*** SOURCE MATERIAL Section Begins ***
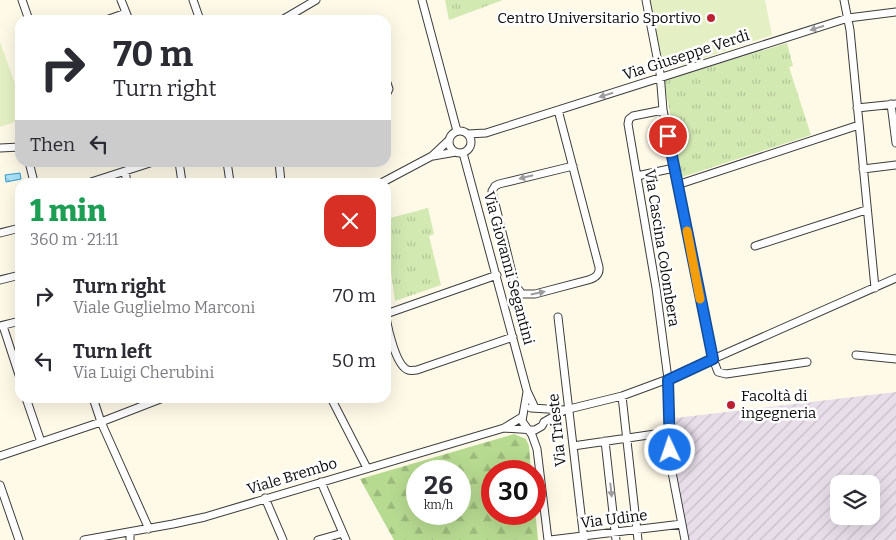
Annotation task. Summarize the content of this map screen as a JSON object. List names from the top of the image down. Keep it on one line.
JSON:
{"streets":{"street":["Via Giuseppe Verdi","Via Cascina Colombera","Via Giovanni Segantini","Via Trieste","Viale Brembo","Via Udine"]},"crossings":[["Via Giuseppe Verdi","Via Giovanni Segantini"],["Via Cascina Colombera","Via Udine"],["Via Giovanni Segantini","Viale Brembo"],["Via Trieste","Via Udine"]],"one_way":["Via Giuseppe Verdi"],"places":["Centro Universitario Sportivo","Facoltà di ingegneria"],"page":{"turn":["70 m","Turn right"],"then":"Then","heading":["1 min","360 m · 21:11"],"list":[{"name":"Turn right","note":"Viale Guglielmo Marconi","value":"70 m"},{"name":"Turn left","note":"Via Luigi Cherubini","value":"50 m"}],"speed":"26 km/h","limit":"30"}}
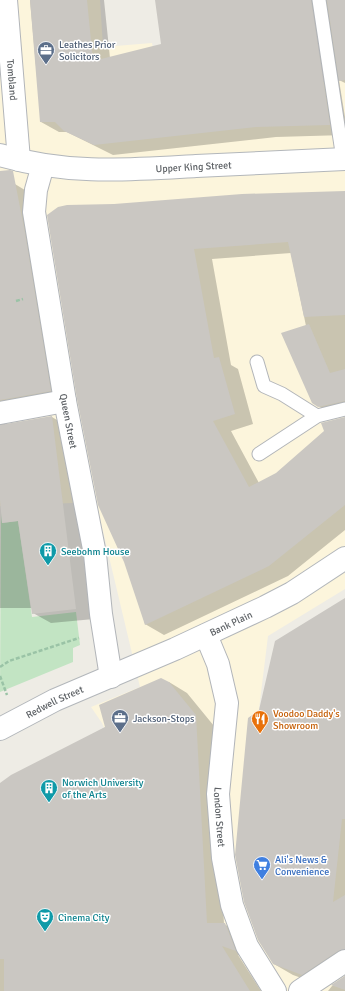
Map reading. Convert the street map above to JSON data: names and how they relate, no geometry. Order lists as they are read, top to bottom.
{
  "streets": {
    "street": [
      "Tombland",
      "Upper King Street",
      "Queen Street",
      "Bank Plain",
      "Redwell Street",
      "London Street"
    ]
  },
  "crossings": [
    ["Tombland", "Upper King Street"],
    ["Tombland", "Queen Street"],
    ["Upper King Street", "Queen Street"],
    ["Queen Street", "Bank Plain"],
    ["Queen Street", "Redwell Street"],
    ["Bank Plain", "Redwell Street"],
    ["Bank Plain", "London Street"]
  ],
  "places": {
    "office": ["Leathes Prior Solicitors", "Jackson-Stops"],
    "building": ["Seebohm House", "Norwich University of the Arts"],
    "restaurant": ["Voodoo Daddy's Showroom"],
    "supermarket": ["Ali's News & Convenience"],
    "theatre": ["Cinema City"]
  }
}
*** SOURCE MATERIAL Section Ends ***
Transcribe the records verbatim, excluding pictures.

Annotation task. Summarize the content of this map screen as a JSON object. List names from the top of the image down. Keep it on one line.
JSON:
{"streets":{"street":["Via Giuseppe Verdi","Via Cascina Colombera","Via Giovanni Segantini","Via Trieste","Viale Brembo","Via Udine"]},"crossings":[["Via Giuseppe Verdi","Via Giovanni Segantini"],["Via Cascina Colombera","Via Udine"],["Via Giovanni Segantini","Viale Brembo"],["Via Trieste","Via Udine"]],"one_way":["Via Giuseppe Verdi"],"places":["Centro Universitario Sportivo","Facoltà di ingegneria"],"page":{"turn":["70 m","Turn right"],"then":"Then","heading":["1 min","360 m · 21:11"],"list":[{"name":"Turn right","note":"Viale Guglielmo Marconi","value":"70 m"},{"name":"Turn left","note":"Via Luigi Cherubini","value":"50 m"}],"speed":"26 km/h","limit":"30"}}
Map reading. Convert the street map above to JSON data: names and how they relate, no geometry. Order lists as they are read, top to bottom.
{
  "streets": {
    "street": [
      "Tombland",
      "Upper King Street",
      "Queen Street",
      "Bank Plain",
      "Redwell Street",
      "London Street"
    ]
  },
  "crossings": [
    ["Tombland", "Upper King Street"],
    ["Tombland", "Queen Street"],
    ["Upper King Street", "Queen Street"],
    ["Queen Street", "Bank Plain"],
    ["Queen Street", "Redwell Street"],
    ["Bank Plain", "Redwell Street"],
    ["Bank Plain", "London Street"]
  ],
  "places": {
    "office": ["Leathes Prior Solicitors", "Jackson-Stops"],
    "building": ["Seebohm House", "Norwich University of the Arts"],
    "restaurant": ["Voodoo Daddy's Showroom"],
    "supermarket": ["Ali's News & Convenience"],
    "theatre": ["Cinema City"]
  }
}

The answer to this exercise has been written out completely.